What the task requires
The records below are to be returned word for word, with pictures left out.

[Entries supplied — start]

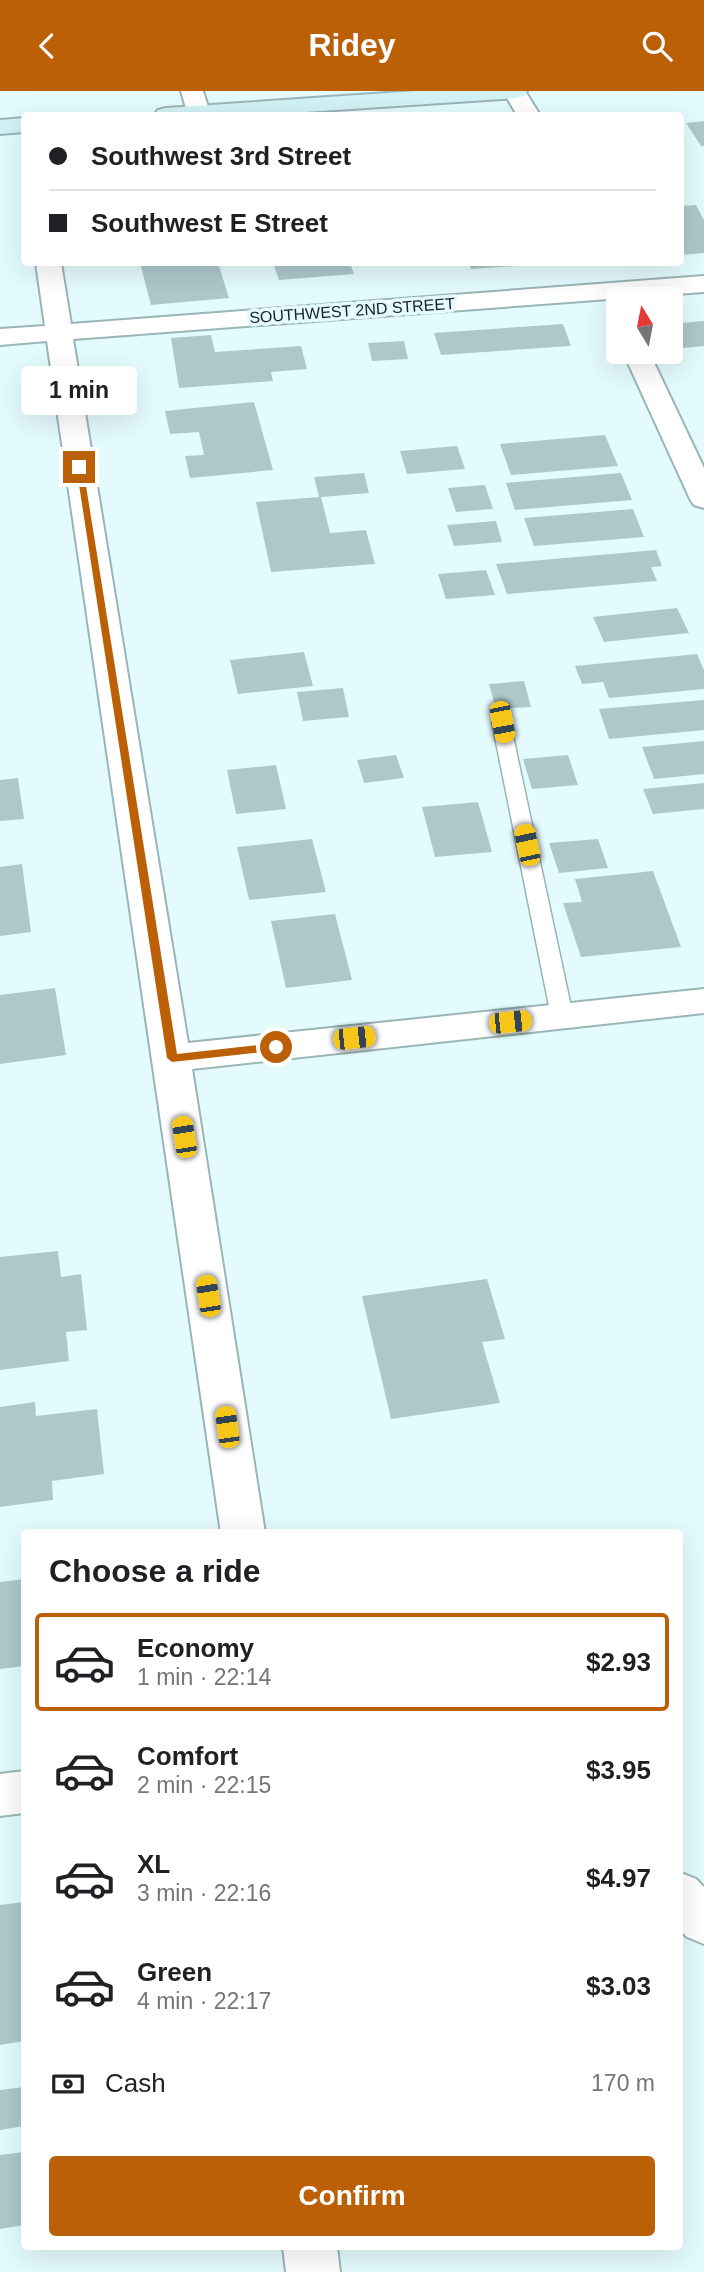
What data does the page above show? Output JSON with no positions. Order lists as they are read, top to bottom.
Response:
{
  "streets": {
    "street": ["SOUTHWEST 2ND STREET"]
  },
  "north": "top",
  "page": {
    "header": "Ridey",
    "banner": ["Southwest 3rd Street", "Southwest E Street"],
    "bubble": "1 min",
    "heading": "Choose a ride",
    "list": [
      {
        "name": "Economy",
        "note": "1 min · 22:14",
        "value": "$2.93"
      },
      {
        "name": "Comfort",
        "note": "2 min · 22:15",
        "value": "$3.95"
      },
      {
        "name": "XL",
        "note": "3 min · 22:16",
        "value": "$4.97"
      },
      {
        "name": "Green",
        "note": "4 min · 22:17",
        "value": "$3.03"
      }
    ],
    "pay": ["Cash", "170 m"],
    "buttons": "Confirm"
  }
}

[Entries supplied — finish]

Answer to the exercise
What data does the page above show? Output JSON with no positions. Order lists as they are read, top to bottom.
Response:
{
  "streets": {
    "street": ["SOUTHWEST 2ND STREET"]
  },
  "north": "top",
  "page": {
    "header": "Ridey",
    "banner": ["Southwest 3rd Street", "Southwest E Street"],
    "bubble": "1 min",
    "heading": "Choose a ride",
    "list": [
      {
        "name": "Economy",
        "note": "1 min · 22:14",
        "value": "$2.93"
      },
      {
        "name": "Comfort",
        "note": "2 min · 22:15",
        "value": "$3.95"
      },
      {
        "name": "XL",
        "note": "3 min · 22:16",
        "value": "$4.97"
      },
      {
        "name": "Green",
        "note": "4 min · 22:17",
        "value": "$3.03"
      }
    ],
    "pay": ["Cash", "170 m"],
    "buttons": "Confirm"
  }
}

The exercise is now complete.